Listed entries: Begin

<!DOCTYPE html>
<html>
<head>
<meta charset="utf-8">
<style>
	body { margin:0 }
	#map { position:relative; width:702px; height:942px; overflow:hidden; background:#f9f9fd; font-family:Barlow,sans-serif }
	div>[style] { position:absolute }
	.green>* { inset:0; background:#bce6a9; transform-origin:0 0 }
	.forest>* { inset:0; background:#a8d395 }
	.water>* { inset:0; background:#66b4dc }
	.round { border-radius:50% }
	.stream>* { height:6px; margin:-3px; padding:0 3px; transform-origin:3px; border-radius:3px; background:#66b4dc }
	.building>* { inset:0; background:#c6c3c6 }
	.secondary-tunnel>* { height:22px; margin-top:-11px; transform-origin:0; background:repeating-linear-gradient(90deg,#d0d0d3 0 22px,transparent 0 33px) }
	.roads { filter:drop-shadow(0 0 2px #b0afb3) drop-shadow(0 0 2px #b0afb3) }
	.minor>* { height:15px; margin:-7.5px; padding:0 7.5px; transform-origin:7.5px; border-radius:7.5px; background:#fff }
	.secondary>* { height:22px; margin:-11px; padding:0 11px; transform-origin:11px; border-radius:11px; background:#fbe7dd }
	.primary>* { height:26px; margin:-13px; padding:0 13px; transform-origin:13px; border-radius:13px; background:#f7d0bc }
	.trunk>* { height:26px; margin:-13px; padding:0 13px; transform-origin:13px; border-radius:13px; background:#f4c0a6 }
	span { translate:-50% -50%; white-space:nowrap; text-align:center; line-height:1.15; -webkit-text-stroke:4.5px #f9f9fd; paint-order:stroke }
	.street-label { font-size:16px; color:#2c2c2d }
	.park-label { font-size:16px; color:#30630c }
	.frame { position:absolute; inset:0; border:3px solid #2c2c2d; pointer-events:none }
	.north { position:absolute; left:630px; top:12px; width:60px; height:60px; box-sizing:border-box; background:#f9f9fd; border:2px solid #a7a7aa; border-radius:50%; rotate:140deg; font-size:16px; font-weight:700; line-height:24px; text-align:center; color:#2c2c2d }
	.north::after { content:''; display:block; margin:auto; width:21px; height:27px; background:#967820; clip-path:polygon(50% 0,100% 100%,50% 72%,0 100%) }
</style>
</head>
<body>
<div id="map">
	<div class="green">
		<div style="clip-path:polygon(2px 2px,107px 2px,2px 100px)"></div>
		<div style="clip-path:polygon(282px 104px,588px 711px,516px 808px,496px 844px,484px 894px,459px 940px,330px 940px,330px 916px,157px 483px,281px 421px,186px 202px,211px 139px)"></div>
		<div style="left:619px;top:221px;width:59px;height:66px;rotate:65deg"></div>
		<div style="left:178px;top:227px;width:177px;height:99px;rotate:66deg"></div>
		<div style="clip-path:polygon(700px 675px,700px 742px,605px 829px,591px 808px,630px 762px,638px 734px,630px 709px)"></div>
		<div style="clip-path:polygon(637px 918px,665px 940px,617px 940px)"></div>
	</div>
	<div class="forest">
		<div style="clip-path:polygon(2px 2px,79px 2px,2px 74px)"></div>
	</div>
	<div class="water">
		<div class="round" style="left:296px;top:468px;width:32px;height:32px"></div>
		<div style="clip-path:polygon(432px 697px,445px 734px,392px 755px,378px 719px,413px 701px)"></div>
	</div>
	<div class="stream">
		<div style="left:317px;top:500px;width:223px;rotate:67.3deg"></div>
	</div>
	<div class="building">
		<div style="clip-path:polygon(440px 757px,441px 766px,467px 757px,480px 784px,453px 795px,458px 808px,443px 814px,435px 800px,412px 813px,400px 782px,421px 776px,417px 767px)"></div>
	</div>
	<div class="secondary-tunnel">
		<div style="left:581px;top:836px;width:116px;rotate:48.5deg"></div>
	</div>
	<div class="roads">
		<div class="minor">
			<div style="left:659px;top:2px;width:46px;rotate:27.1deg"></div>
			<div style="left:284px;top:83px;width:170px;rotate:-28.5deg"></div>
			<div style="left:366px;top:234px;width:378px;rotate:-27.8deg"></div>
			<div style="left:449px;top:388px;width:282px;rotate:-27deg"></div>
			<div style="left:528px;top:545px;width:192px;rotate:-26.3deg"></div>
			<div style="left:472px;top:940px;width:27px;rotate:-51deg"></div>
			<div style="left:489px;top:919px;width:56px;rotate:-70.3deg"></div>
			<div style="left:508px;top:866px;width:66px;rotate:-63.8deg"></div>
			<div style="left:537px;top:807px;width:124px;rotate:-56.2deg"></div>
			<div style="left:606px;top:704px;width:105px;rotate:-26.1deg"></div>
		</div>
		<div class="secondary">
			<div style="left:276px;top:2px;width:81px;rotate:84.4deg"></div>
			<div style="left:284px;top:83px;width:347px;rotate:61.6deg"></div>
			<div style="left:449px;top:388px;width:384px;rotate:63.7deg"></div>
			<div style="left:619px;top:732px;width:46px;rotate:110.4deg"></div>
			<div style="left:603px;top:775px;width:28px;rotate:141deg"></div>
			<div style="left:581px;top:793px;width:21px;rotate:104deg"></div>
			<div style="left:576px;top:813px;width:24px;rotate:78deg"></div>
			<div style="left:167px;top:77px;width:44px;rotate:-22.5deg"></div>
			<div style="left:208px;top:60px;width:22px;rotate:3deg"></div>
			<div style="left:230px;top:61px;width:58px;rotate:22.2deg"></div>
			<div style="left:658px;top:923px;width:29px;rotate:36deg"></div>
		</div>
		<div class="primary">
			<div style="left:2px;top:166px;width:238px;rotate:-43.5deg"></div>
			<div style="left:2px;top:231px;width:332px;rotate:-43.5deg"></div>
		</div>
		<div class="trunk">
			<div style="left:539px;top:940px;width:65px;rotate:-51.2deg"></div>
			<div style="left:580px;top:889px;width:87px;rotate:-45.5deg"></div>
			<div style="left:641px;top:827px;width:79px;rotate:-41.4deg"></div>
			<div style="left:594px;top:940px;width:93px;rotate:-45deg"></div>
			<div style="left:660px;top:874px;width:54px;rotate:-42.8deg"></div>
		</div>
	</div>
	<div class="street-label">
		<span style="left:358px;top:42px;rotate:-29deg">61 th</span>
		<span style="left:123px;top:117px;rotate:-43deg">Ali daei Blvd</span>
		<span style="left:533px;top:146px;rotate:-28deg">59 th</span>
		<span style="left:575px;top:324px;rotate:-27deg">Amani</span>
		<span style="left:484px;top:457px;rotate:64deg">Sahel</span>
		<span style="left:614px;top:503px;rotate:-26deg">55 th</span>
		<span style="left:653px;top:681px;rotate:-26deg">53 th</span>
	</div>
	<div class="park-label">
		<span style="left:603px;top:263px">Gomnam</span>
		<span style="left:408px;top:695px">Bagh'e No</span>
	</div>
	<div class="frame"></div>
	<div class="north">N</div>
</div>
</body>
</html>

Listed entries: End
Listed entries: Begin

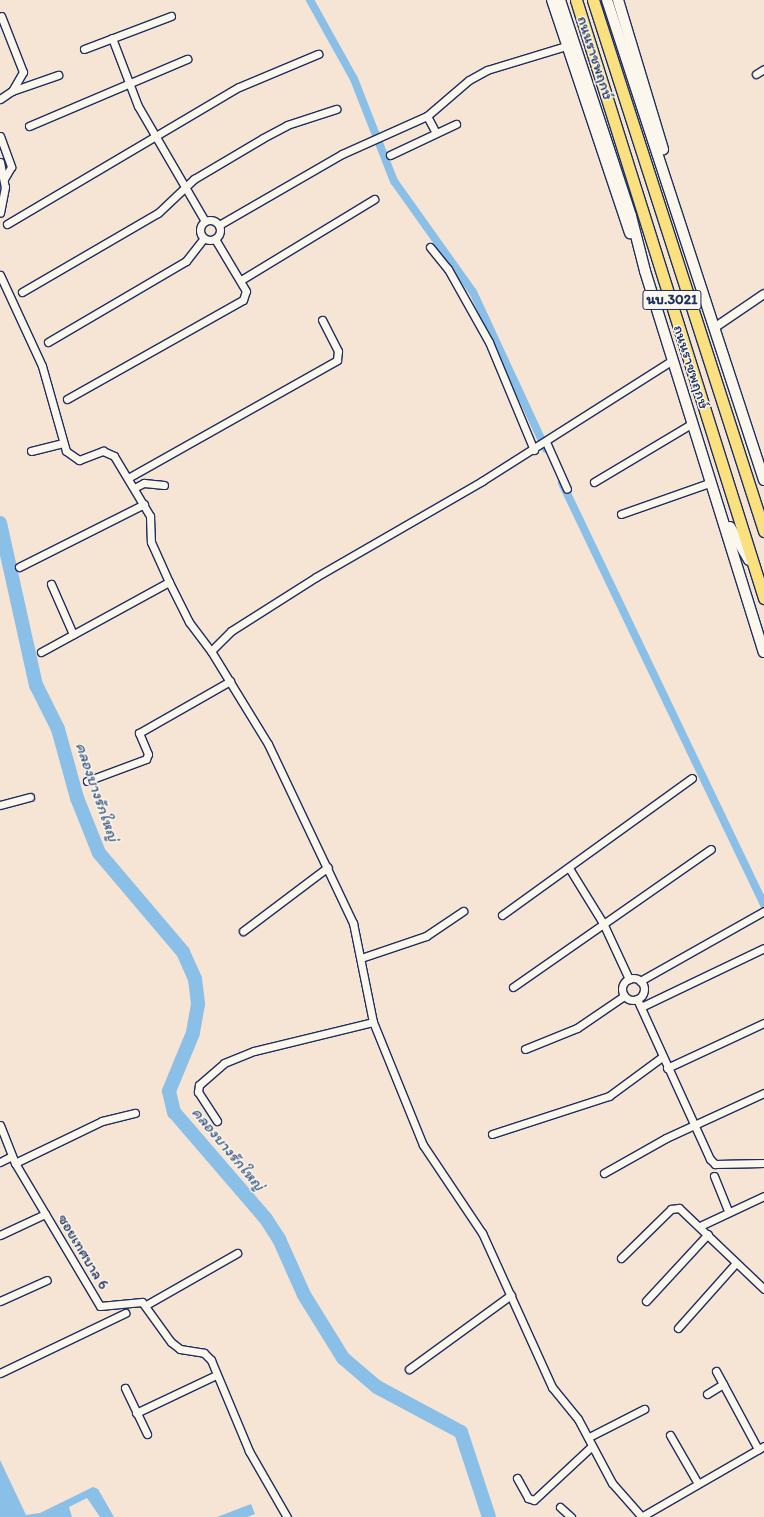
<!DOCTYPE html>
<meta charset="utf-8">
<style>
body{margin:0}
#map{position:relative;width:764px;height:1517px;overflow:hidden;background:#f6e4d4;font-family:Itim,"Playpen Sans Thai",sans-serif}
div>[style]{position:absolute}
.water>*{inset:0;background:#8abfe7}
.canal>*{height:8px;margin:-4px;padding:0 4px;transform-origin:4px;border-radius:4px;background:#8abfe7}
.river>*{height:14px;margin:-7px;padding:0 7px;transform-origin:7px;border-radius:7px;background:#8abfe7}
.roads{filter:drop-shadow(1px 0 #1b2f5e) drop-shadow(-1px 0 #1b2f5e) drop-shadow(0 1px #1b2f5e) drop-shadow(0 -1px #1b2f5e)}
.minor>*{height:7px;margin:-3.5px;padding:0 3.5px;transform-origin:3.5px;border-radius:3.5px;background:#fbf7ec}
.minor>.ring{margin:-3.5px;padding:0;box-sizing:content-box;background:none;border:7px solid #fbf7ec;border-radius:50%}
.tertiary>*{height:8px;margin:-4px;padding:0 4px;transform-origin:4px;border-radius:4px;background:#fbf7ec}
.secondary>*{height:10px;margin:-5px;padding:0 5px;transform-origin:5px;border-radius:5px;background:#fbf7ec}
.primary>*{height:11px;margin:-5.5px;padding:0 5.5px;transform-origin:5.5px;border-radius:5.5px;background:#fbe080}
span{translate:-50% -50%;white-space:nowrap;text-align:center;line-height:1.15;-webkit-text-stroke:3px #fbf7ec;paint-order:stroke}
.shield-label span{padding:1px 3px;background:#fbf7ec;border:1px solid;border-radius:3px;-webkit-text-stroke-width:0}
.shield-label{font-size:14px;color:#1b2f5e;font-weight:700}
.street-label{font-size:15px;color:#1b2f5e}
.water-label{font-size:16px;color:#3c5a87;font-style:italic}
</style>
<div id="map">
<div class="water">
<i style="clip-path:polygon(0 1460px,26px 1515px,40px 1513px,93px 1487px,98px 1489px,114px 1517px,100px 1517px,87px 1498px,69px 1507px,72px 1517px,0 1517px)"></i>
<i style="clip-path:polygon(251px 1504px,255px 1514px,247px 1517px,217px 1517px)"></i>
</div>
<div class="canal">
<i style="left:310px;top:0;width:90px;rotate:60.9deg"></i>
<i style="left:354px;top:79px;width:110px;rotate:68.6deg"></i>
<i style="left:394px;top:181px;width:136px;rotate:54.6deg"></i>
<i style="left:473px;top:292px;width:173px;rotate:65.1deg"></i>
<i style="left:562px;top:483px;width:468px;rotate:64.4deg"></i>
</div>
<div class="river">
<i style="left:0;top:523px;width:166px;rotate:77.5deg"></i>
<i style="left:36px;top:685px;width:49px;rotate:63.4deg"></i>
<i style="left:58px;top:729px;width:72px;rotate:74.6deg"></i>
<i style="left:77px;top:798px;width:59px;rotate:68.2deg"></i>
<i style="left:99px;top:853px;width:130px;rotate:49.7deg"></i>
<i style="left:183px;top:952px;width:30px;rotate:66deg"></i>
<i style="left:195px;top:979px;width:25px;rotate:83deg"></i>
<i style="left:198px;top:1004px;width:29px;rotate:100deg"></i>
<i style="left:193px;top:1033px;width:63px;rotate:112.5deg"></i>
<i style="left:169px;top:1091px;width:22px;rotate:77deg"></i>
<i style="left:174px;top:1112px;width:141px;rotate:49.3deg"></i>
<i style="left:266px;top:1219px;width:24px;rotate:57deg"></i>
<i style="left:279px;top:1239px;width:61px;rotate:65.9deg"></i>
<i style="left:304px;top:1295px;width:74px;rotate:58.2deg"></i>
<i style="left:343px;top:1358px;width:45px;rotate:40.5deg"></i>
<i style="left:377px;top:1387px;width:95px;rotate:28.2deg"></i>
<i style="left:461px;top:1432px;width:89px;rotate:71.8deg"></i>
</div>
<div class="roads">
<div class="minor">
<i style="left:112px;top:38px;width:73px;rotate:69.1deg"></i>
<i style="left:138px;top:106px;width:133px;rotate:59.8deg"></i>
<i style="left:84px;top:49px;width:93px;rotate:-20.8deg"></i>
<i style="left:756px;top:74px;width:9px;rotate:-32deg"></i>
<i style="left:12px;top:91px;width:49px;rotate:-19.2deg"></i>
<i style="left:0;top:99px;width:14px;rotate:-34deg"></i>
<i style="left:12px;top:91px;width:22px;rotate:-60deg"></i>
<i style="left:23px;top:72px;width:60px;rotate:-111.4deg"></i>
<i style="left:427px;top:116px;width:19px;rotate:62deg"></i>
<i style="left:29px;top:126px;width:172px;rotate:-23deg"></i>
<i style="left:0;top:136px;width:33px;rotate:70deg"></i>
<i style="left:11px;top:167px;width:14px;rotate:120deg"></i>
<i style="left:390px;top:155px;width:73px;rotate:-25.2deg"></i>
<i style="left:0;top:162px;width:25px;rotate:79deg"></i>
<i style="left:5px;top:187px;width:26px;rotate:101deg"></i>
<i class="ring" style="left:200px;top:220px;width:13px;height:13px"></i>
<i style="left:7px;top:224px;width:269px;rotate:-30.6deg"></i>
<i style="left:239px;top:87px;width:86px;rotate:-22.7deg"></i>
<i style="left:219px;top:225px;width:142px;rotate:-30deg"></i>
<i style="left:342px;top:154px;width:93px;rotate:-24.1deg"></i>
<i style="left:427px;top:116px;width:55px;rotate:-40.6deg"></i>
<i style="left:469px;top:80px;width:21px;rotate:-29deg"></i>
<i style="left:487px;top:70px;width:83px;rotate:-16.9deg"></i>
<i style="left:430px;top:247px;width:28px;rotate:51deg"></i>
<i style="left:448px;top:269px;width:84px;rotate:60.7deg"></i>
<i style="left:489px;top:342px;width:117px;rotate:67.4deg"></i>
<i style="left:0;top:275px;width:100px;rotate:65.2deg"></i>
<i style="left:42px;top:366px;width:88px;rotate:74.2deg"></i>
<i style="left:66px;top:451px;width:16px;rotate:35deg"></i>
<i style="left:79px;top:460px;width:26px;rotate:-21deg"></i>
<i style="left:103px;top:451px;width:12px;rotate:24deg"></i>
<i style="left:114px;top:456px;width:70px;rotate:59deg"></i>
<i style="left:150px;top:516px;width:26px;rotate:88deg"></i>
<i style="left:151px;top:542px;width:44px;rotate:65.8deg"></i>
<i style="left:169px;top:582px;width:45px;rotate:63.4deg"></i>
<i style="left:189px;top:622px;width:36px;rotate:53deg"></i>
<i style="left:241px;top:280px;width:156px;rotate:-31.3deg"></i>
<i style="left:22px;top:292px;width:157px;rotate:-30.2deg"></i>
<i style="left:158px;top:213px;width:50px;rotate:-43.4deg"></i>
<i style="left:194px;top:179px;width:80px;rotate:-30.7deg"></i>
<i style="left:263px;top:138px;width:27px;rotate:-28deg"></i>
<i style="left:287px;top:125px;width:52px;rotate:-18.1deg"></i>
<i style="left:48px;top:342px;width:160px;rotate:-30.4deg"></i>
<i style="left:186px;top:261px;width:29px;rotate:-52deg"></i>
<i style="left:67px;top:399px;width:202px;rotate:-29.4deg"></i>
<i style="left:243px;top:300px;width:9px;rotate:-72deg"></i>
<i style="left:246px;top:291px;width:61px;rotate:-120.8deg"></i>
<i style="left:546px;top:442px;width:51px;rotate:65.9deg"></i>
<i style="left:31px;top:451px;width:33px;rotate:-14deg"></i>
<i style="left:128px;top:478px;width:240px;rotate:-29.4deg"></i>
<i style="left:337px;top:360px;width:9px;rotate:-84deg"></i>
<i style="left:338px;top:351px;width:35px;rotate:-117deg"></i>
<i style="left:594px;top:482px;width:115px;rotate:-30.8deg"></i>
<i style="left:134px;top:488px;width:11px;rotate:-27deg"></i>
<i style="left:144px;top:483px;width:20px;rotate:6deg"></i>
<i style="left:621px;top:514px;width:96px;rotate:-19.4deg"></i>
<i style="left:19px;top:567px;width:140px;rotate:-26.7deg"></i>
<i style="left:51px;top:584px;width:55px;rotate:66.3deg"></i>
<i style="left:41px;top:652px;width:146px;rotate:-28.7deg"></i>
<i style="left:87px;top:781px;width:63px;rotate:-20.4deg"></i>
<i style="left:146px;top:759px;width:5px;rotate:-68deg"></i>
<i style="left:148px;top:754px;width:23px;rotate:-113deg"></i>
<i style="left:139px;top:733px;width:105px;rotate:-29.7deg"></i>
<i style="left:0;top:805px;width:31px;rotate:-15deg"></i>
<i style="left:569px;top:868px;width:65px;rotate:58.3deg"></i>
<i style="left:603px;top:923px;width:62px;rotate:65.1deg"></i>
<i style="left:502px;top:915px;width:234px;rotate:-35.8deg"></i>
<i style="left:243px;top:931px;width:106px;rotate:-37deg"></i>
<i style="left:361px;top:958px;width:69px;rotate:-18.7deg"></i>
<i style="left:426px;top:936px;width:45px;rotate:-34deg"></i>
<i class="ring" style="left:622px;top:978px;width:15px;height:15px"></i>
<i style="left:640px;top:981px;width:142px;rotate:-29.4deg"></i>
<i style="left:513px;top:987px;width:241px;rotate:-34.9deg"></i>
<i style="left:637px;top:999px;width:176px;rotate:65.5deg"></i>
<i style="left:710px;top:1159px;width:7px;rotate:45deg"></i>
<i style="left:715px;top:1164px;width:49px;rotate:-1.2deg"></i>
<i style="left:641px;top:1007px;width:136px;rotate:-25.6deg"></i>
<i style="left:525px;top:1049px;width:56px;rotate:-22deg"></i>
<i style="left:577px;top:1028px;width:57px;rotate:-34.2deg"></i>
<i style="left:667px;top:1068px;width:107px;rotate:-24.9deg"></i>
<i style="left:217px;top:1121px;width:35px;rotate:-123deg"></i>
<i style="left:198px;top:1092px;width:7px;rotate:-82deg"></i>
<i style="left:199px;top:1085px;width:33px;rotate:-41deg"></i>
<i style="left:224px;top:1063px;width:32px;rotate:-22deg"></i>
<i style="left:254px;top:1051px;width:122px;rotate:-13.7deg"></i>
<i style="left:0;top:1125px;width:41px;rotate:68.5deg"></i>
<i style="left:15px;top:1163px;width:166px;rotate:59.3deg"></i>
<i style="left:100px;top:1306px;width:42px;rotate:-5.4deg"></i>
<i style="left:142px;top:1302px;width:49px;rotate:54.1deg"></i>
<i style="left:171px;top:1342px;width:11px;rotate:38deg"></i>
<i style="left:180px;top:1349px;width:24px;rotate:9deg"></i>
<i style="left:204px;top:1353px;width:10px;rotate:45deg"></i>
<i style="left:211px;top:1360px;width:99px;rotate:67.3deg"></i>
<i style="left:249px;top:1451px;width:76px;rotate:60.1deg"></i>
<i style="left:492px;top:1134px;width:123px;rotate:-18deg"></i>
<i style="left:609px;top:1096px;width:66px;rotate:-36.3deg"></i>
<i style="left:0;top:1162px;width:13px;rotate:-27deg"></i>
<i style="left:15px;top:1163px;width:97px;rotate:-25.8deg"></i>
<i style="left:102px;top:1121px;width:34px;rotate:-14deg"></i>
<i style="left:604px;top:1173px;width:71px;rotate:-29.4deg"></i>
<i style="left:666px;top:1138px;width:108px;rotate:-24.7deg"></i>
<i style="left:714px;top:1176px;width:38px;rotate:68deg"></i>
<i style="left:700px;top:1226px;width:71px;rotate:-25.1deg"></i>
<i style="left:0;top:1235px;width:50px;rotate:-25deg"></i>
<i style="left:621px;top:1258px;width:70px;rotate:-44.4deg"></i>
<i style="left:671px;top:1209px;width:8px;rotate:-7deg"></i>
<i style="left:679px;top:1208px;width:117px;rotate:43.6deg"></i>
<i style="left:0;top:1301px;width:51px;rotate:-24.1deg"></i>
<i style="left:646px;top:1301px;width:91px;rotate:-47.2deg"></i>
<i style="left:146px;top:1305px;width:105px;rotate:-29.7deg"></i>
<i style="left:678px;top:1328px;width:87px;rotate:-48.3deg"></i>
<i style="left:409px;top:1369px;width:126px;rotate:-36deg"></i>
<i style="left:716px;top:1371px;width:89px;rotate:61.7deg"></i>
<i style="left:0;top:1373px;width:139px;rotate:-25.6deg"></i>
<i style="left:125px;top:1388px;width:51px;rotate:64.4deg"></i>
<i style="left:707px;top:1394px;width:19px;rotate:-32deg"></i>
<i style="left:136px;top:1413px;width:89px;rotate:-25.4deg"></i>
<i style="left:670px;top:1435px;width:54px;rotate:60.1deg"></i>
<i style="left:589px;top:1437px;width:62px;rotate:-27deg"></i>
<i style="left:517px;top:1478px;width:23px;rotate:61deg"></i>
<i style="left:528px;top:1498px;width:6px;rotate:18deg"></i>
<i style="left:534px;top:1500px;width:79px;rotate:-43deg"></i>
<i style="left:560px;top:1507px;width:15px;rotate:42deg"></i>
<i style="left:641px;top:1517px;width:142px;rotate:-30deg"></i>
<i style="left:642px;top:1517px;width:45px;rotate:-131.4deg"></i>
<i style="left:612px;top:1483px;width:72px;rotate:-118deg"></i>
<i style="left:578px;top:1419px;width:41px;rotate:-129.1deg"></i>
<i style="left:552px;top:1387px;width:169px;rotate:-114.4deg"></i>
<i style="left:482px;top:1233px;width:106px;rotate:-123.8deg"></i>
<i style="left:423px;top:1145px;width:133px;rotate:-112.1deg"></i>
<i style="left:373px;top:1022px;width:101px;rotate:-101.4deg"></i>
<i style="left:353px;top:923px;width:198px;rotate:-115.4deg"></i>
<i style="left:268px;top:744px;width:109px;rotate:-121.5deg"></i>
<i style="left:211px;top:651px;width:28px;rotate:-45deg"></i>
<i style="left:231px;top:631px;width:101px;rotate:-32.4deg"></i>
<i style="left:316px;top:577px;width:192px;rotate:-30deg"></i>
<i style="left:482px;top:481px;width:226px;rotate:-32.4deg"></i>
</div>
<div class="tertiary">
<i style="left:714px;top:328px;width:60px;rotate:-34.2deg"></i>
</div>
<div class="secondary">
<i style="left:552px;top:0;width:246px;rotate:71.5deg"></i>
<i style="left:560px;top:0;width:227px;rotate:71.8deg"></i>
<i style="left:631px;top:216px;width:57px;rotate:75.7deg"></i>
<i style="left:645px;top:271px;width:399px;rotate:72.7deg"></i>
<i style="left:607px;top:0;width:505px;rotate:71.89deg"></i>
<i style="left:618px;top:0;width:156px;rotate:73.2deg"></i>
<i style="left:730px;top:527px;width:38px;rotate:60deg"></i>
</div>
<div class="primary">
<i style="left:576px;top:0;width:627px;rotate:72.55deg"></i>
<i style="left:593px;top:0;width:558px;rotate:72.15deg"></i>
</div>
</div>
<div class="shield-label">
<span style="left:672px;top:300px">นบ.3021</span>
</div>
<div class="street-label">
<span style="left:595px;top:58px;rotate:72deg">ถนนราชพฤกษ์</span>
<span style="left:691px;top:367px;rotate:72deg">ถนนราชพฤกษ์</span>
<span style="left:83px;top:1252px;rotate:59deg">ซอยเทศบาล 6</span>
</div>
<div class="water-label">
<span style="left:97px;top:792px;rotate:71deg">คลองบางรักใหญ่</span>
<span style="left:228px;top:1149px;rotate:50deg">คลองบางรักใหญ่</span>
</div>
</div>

Listed entries: End

Directions
Considering the records above, count the lines where the string "html" occurs and return that number alone.

Exercise solution
4